A counterpoint: what if we are all living in one giant mall?
A quick survey of pop music, social media, and fashion suggests that mall culture—unlike malls themselves—has never been more alive. Billie Eilish, who made the Gen-Z leap from teen-famous to boomer explainer-subject after sweeping the Grammys on Sunday night, is widely interpreted as a new type of pop music heroine, neither the princess nor the sex kitten, but a young woman with no agenda save her own. But I look at Eilish and I see the spirit of the mall, from her giant black fan T-shirts (“I love this band, man!”) to her loose raver silhouettes. Her look—which you can also see on Rue, the sullen star of the spaced-out Gen Z drama Euphoria, brought to half-life by Zendaya—is what you might wear to pop a few pretzel samples at Auntie Anne’s before heading over to try on watches at Fossil and pick up a new spike necklace at Hot Topic. (With some deference to her fellow streetwear fanatic and friend Takashi Murakami, perhaps.)

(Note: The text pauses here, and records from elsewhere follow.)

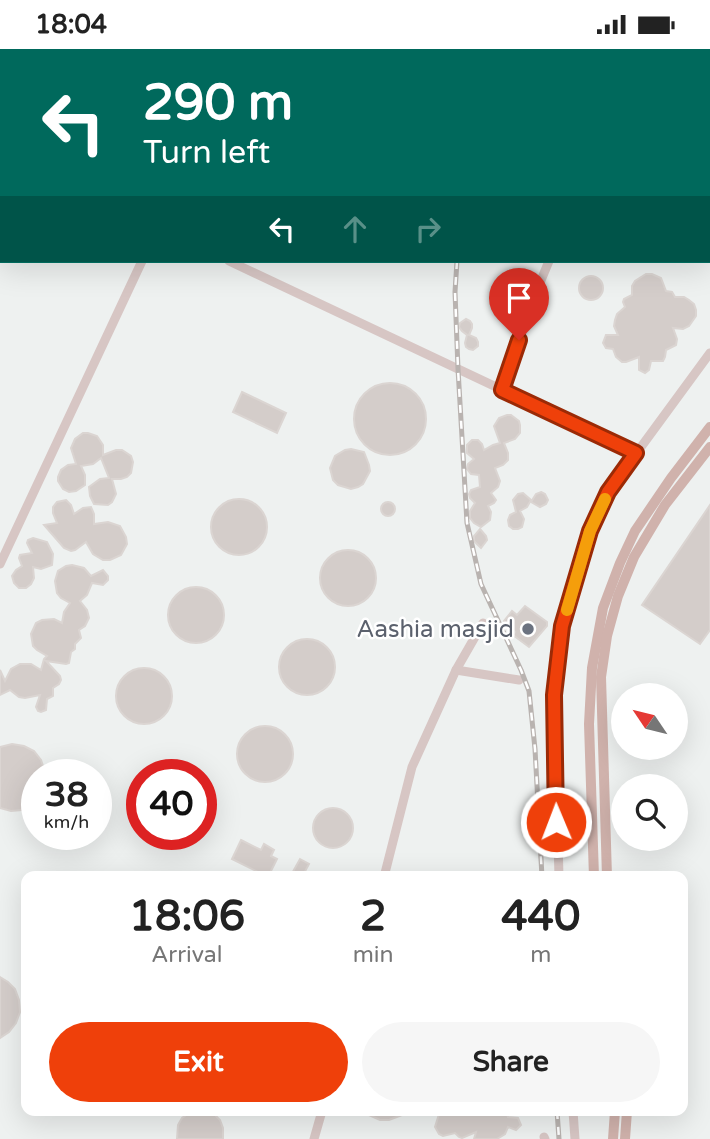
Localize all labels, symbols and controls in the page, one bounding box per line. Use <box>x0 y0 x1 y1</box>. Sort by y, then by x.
text: 18:04 <box>35 9 107 40</box>
text: 290 m <box>143 74 293 133</box>
icon: left <box>28 77 119 168</box>
text: Turn left <box>143 134 270 172</box>
icon: left <box>263 210 301 248</box>
icon: ahead <box>336 210 374 248</box>
icon: right <box>409 210 447 248</box>
pin <box>489 268 549 340</box>
icon: arrive <box>500 279 538 317</box>
place label: Aashia masjid <box>357 615 514 644</box>
marker: Aashia masjid <box>520 621 536 637</box>
north arrow <box>611 683 688 759</box>
map controls <box>611 683 688 851</box>
speed limit sign: 40 <box>126 759 217 850</box>
text: 38 <box>45 774 88 816</box>
button: search <box>611 774 688 851</box>
position arrow <box>519 785 593 859</box>
text: km/h <box>44 811 89 833</box>
text: 18:06 <box>129 891 245 942</box>
text: 2 <box>360 891 386 942</box>
text: 440 <box>501 891 580 942</box>
text: Arrival <box>151 941 222 969</box>
text: min <box>353 941 394 969</box>
text: m <box>530 941 551 969</box>
button: Exit <box>49 1022 348 1102</box>
button: Share <box>362 1022 660 1102</box>

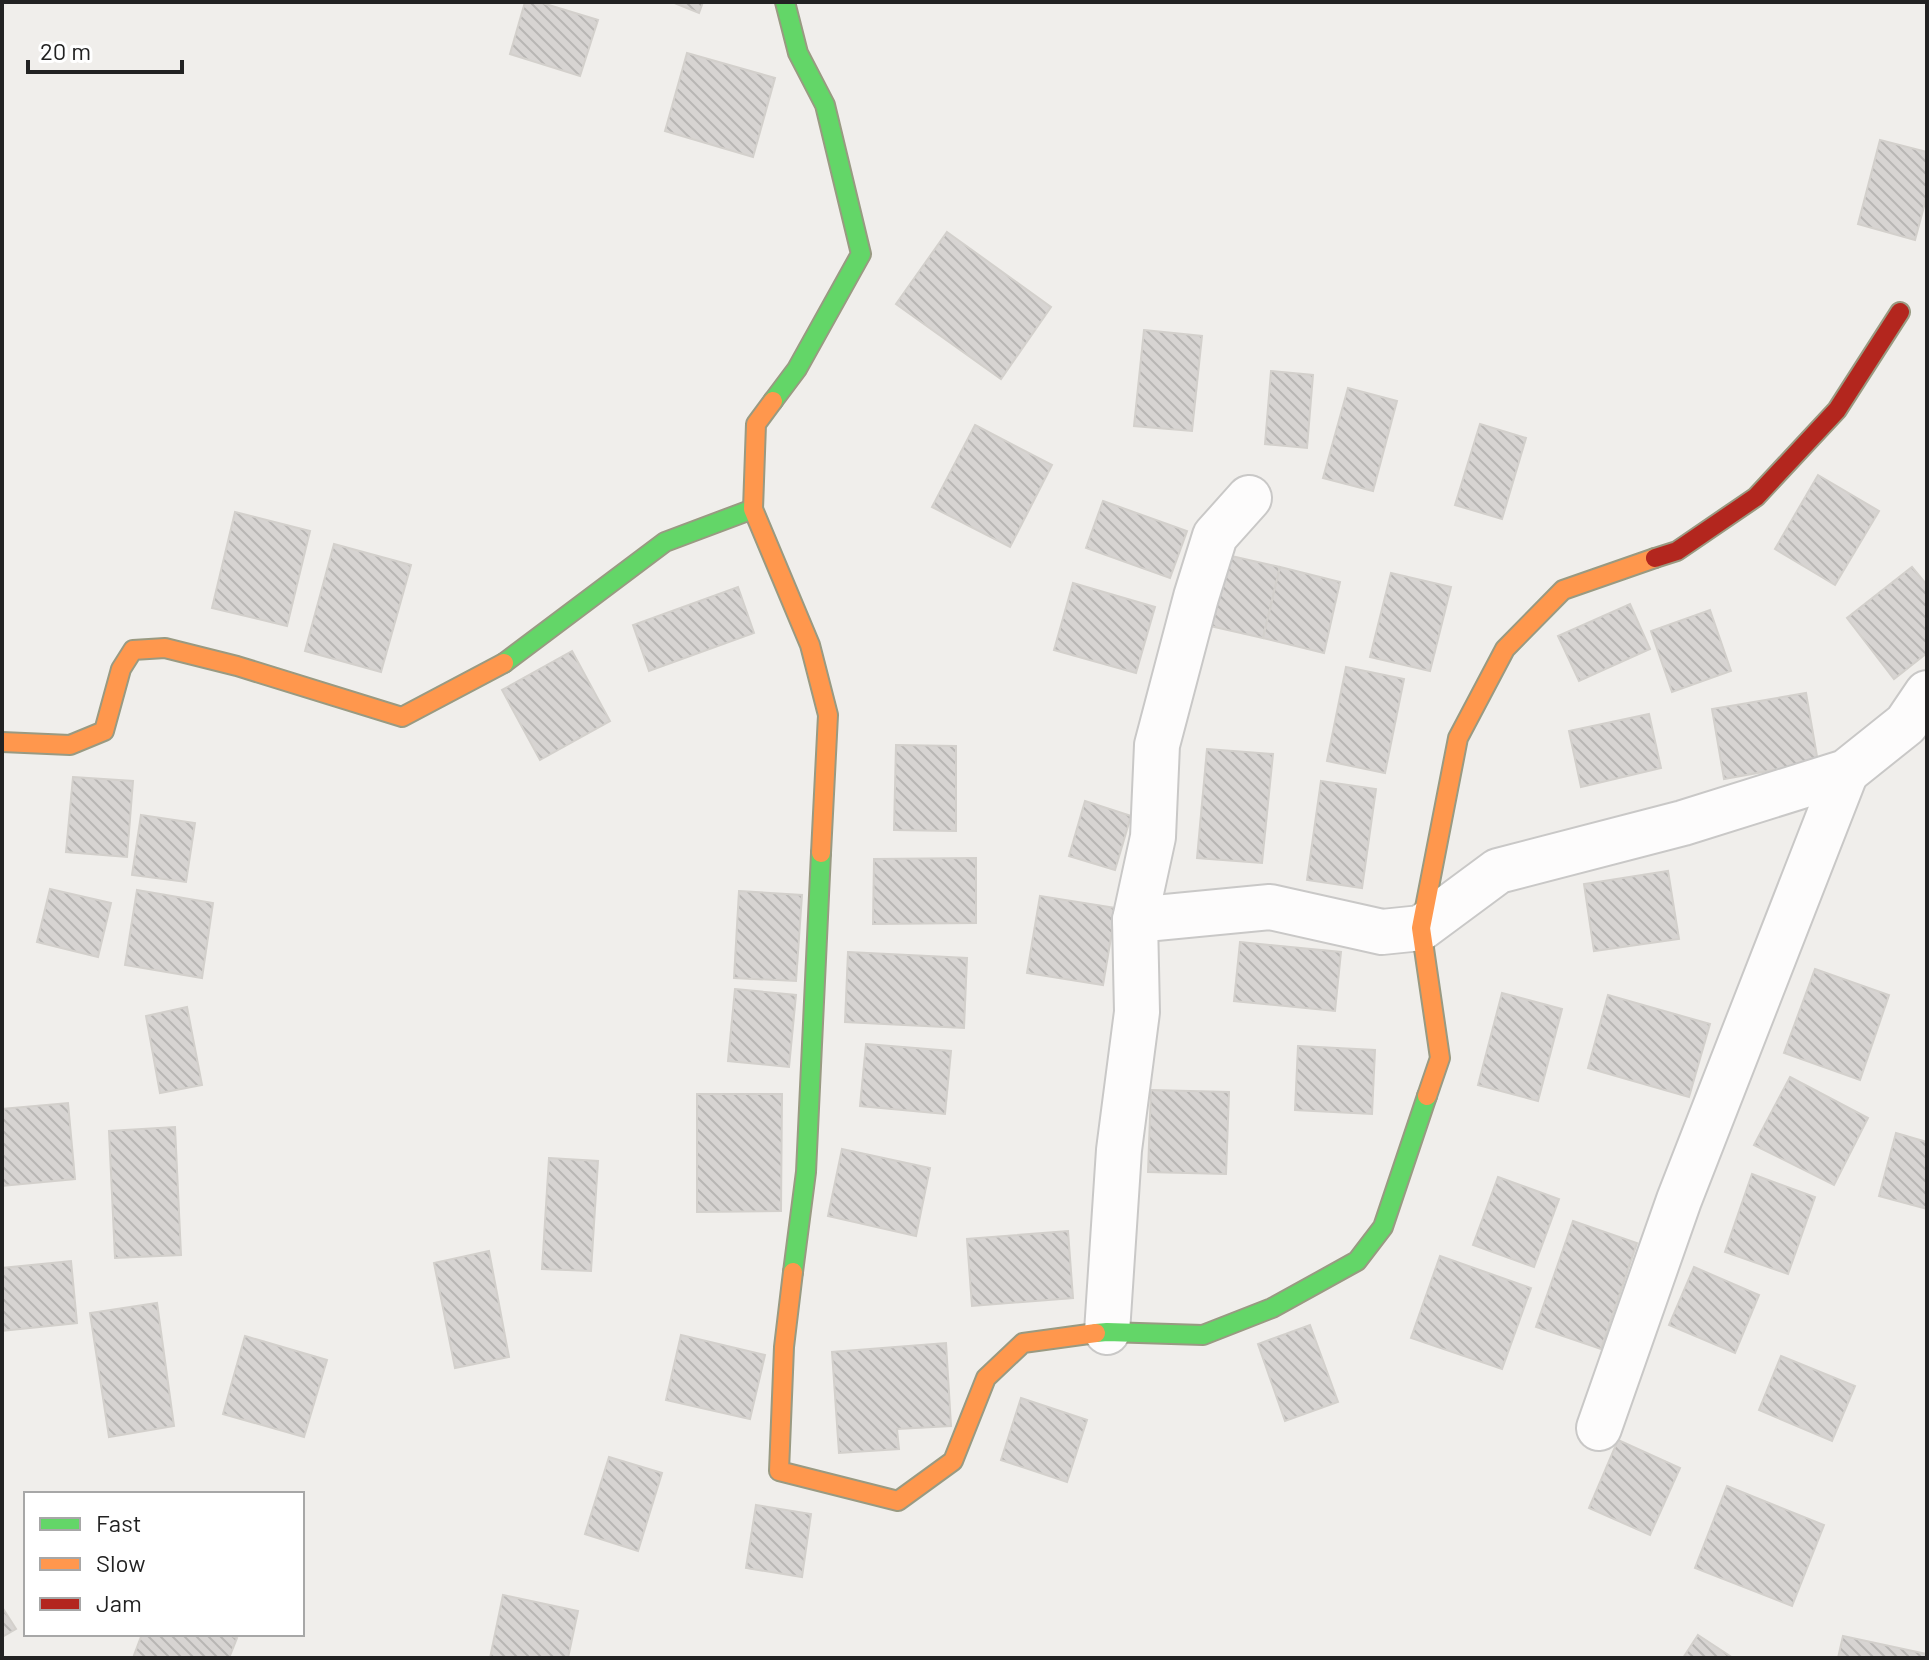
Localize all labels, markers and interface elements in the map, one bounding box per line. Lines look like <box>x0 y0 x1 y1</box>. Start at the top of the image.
scale bar <box>28 24 182 74</box>
text: 20 m <box>40 36 91 65</box>
legend <box>24 1492 304 1636</box>
text: Fast <box>96 1508 141 1537</box>
text: Slow <box>96 1548 145 1577</box>
text: Jam <box>96 1588 142 1617</box>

Funnily enough, it’s people Eilish’s age that are pushing the “mall aesthetic,” if you will, back into the consciousness—celebrities from a generation that came of age when malls were taking their final gasps, and hanging out happened online instead of in line at Panda Express. Dua Lipa and Anwar Hadid pose at events like they’re off to prom; in her earnest gowns, she pulls her hair back and leaves two pieces hanging in the front of her face, which was the signature hairstyle of every cool girl from the volleyball captains to the ones who journaled about how Avril Lavigne was a poseur (hiiiii). Hadid recently wore an Iron Maiden T-shirt under his shawl-collar tuxedo, which made me think about going to Spencer’s Gifts to buy a lava lamp and then remembering that maybe I also liked Led Zeppelin. Classic emo kid prom date stuff!
But this goes way beyond Gen Z celebrities with weird hair. Food courts—excuse me, food halls—have somehow become the dominant way that many city dwellers take their lunch, replacing Sbarro with artificially bountiful salad bars. In 2016, New York Magazine wrote about Twitter as a mall, with pseudo-police officers softly enforcing rules instead of laws; more recently, The Outline’s Darcy Wilder explained how TikTok, which has become a bizarre fetish among those of us too old to really use it, is not a revolution but the latest development in a timeworn style of teen bonding. In their prime, malls were Roman forums for teenage life, where ideas about clothes and trends were exchanged, news was delivered, egos burnished or punctured by comments on our outfits—not much different from a Subreddit or what happens around the corner from Supreme.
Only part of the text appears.